§ PROMPT: Return every record below exactly as written.

§ INPUT RECORDS:
------

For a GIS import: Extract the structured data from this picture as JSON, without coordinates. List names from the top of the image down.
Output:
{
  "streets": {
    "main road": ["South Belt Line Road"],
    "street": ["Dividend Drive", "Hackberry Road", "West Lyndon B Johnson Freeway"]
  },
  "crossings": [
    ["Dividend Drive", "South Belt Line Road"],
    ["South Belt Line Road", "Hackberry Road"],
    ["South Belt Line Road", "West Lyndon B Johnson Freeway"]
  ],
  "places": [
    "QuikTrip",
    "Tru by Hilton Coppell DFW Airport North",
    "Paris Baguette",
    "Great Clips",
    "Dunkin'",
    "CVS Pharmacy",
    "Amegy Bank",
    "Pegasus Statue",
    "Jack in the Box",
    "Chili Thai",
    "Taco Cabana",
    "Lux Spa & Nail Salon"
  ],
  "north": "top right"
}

------

§ ANSWER TO THIS TASK:
For a GIS import: Extract the structured data from this picture as JSON, without coordinates. List names from the top of the image down.
Output:
{
  "streets": {
    "main road": ["South Belt Line Road"],
    "street": ["Dividend Drive", "Hackberry Road", "West Lyndon B Johnson Freeway"]
  },
  "crossings": [
    ["Dividend Drive", "South Belt Line Road"],
    ["South Belt Line Road", "Hackberry Road"],
    ["South Belt Line Road", "West Lyndon B Johnson Freeway"]
  ],
  "places": [
    "QuikTrip",
    "Tru by Hilton Coppell DFW Airport North",
    "Paris Baguette",
    "Great Clips",
    "Dunkin'",
    "CVS Pharmacy",
    "Amegy Bank",
    "Pegasus Statue",
    "Jack in the Box",
    "Chili Thai",
    "Taco Cabana",
    "Lux Spa & Nail Salon"
  ],
  "north": "top right"
}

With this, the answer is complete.